- **Description of the task**: Until the line containing "position:absolute; right:12px; bottom:12px;" has been reproduced, keep reproducing each line of the material below exactly, starting with the first.

- **The records**:
__________________________________________________

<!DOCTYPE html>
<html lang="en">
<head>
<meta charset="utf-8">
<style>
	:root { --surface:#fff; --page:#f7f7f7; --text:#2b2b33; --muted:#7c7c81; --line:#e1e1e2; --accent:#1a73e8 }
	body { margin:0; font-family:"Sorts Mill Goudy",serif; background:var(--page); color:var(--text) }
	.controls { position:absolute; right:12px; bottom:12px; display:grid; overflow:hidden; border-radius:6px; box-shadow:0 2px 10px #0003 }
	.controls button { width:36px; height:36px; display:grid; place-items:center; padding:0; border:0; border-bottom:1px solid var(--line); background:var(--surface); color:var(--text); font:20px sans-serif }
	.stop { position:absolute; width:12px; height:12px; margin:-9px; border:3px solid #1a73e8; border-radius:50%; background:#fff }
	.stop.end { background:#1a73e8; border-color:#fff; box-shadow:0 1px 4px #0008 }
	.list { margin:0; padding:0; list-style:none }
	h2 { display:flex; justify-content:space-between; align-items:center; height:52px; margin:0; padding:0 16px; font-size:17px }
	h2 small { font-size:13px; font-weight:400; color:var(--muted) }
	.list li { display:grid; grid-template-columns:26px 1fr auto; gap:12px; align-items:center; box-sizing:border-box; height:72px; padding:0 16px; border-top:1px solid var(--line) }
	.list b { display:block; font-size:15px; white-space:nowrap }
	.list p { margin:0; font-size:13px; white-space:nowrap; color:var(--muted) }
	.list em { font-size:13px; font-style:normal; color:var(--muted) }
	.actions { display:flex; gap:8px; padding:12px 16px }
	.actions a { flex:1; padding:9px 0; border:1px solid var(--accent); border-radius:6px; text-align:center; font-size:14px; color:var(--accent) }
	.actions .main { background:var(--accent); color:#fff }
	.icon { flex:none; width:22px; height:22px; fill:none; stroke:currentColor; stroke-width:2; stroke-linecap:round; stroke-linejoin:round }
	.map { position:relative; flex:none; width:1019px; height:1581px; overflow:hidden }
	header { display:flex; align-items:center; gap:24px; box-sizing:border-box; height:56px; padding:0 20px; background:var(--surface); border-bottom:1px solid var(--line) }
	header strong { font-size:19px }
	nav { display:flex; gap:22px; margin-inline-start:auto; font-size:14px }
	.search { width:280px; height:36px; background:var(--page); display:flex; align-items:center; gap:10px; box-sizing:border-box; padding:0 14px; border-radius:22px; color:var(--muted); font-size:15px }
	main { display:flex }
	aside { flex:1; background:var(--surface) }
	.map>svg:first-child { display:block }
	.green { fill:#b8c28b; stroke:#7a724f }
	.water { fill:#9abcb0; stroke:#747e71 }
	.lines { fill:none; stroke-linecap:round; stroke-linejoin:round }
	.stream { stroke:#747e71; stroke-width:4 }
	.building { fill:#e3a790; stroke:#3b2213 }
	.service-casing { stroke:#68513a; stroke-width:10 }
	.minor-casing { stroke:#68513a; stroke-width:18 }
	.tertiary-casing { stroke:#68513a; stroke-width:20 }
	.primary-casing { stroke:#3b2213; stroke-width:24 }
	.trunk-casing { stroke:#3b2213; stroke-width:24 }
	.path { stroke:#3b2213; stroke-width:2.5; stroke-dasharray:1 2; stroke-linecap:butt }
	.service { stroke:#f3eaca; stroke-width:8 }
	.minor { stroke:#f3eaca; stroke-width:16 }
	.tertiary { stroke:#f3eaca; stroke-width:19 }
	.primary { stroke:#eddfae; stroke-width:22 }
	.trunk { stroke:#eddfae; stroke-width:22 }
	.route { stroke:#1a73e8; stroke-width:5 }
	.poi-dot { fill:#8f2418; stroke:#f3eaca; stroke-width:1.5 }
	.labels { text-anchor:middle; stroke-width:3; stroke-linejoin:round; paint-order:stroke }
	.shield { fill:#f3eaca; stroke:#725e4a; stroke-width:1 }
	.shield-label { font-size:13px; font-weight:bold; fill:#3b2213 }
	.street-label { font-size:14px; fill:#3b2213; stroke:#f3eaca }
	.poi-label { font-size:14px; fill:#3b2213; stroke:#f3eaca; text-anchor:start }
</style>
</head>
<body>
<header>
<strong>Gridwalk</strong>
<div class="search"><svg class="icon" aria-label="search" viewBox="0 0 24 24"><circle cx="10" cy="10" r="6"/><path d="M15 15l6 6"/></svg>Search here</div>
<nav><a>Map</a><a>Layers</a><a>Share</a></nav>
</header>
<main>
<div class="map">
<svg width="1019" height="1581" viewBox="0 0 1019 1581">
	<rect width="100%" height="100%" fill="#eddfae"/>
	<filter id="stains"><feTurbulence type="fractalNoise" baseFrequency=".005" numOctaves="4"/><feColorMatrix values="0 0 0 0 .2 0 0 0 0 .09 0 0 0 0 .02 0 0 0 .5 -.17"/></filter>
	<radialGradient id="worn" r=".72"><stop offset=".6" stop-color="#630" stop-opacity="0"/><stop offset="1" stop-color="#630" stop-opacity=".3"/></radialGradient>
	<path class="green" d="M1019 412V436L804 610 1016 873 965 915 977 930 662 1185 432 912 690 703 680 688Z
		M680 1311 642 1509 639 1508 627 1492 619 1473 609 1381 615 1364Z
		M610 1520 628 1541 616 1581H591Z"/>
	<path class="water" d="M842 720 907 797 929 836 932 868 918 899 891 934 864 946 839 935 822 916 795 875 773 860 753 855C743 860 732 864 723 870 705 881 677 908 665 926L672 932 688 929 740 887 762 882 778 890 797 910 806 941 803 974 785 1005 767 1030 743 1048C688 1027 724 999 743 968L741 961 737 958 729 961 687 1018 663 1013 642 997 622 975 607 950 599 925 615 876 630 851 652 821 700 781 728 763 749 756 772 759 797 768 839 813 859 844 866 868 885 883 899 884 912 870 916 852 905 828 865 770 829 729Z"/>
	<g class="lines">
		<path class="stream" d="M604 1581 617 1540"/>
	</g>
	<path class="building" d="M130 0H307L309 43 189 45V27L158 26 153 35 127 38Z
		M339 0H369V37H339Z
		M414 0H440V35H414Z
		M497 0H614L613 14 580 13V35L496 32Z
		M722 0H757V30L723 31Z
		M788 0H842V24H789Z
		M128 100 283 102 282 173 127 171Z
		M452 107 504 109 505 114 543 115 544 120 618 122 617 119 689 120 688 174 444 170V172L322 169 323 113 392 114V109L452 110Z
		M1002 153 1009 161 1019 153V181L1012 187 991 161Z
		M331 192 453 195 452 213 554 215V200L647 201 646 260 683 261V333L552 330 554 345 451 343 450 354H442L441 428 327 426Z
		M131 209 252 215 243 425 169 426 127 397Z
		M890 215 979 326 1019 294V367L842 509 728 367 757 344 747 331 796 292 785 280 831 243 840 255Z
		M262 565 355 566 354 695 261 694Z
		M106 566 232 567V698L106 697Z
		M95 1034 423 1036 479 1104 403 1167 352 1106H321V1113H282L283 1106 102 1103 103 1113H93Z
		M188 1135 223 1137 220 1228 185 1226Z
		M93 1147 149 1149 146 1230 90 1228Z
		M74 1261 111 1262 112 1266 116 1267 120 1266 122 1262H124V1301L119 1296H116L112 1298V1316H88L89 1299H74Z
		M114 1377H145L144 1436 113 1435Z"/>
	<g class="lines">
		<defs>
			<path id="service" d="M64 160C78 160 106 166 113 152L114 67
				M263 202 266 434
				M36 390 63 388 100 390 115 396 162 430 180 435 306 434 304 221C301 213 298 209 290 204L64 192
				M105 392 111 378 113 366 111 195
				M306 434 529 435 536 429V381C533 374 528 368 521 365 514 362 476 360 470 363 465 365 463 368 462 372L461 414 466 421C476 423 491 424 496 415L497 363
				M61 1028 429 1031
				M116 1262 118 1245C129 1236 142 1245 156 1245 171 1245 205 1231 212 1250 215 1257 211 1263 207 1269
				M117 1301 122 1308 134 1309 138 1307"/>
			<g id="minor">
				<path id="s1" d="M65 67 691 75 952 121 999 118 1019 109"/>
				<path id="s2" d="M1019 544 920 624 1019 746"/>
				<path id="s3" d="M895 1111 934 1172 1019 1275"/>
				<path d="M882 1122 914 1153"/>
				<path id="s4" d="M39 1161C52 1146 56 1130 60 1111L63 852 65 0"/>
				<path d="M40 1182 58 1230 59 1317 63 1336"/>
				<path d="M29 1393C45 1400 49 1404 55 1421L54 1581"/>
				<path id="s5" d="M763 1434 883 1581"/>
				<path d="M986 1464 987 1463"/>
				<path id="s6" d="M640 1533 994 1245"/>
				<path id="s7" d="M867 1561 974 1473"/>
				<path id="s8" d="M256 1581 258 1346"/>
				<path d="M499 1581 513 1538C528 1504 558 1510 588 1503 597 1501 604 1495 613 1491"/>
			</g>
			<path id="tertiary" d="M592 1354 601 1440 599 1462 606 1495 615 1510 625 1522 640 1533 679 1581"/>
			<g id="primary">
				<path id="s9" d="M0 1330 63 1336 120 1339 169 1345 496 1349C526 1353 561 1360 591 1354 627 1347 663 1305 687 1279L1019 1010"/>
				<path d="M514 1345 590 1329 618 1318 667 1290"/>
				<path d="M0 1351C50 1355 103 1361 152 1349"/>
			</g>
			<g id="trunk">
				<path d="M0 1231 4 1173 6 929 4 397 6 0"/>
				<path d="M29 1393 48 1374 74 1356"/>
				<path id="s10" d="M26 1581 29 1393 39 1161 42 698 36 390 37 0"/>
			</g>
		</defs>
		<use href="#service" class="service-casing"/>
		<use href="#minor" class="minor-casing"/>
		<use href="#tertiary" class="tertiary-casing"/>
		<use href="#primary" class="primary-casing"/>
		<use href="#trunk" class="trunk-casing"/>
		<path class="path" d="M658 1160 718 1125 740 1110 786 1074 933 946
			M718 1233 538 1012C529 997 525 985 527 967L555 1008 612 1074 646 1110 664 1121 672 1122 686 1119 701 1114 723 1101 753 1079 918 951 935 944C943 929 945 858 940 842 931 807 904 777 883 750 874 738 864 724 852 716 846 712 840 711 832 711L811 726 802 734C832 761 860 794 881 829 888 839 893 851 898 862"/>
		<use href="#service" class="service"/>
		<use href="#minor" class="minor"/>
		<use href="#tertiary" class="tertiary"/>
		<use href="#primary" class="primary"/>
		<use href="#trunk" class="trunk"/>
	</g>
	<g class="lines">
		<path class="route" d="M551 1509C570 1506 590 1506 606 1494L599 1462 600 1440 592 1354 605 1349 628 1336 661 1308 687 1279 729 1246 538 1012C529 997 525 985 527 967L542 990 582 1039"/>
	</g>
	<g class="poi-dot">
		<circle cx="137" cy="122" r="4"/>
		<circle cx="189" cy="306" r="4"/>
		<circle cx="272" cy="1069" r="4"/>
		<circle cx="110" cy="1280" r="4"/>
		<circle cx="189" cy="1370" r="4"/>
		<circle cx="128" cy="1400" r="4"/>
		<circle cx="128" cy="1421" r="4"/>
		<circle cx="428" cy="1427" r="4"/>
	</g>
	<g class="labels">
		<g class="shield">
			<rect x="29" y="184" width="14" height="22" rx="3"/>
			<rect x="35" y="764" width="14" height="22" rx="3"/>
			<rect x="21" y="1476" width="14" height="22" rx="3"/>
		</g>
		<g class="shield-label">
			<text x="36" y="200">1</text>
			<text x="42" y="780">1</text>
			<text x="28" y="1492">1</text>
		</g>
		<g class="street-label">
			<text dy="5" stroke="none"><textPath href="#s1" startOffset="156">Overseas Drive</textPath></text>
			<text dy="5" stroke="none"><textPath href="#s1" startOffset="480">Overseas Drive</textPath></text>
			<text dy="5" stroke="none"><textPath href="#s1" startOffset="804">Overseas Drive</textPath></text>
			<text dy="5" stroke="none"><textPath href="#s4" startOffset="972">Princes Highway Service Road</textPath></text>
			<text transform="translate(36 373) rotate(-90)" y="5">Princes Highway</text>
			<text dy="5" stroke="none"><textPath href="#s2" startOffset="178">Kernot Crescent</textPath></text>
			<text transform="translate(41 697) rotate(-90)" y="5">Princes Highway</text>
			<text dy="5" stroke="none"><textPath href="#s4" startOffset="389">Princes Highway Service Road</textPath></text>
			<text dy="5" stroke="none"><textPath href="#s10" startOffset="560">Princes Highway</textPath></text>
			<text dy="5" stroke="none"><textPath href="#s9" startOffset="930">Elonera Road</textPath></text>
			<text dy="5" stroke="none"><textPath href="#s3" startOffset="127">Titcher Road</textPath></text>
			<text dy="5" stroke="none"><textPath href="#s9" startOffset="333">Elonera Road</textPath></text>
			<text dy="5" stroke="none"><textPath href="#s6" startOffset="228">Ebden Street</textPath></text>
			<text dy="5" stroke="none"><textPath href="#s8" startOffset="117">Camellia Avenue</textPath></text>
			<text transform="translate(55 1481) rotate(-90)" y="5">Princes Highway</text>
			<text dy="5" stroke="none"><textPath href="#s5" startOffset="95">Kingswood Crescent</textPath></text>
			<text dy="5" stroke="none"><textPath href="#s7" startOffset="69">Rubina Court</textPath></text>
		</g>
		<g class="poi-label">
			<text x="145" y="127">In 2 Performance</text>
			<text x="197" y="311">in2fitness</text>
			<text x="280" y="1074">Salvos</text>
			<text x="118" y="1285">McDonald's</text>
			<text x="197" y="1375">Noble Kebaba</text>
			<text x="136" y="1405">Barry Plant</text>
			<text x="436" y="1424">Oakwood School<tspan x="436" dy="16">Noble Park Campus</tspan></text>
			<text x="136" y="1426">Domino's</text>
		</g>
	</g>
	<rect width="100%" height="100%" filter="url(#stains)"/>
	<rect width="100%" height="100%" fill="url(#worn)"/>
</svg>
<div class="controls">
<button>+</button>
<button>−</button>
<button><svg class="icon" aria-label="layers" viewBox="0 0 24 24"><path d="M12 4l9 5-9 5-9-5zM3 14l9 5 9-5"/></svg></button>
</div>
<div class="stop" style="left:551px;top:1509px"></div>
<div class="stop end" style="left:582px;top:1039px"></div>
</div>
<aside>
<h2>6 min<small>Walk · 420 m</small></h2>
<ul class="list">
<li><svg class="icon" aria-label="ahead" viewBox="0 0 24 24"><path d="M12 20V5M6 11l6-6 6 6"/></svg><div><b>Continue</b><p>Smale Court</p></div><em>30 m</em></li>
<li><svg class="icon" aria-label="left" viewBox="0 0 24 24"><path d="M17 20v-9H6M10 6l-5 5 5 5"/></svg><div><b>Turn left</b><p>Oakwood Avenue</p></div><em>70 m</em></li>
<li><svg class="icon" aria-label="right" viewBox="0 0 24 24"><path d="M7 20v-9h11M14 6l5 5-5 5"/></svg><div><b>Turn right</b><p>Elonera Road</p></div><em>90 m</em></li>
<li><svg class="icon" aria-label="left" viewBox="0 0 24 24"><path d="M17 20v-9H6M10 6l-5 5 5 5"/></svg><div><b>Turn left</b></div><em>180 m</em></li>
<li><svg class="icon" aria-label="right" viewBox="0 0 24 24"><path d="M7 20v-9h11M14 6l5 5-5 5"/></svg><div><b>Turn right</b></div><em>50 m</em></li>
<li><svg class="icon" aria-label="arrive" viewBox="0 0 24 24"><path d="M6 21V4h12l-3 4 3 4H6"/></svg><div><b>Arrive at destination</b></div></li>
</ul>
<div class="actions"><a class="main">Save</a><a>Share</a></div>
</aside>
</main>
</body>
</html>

__________________________________________________

- **Output for this exercise**:
<!DOCTYPE html>
<html lang="en">
<head>
<meta charset="utf-8">
<style>
	:root { --surface:#fff; --page:#f7f7f7; --text:#2b2b33; --muted:#7c7c81; --line:#e1e1e2; --accent:#1a73e8 }
	body { margin:0; font-family:"Sorts Mill Goudy",serif; background:var(--page); color:var(--text) }
	.controls { position:absolute; right:12px; bottom:12px; display:grid; overflow:hidden; border-radius:6px; box-shadow:0 2px 10px #0003 }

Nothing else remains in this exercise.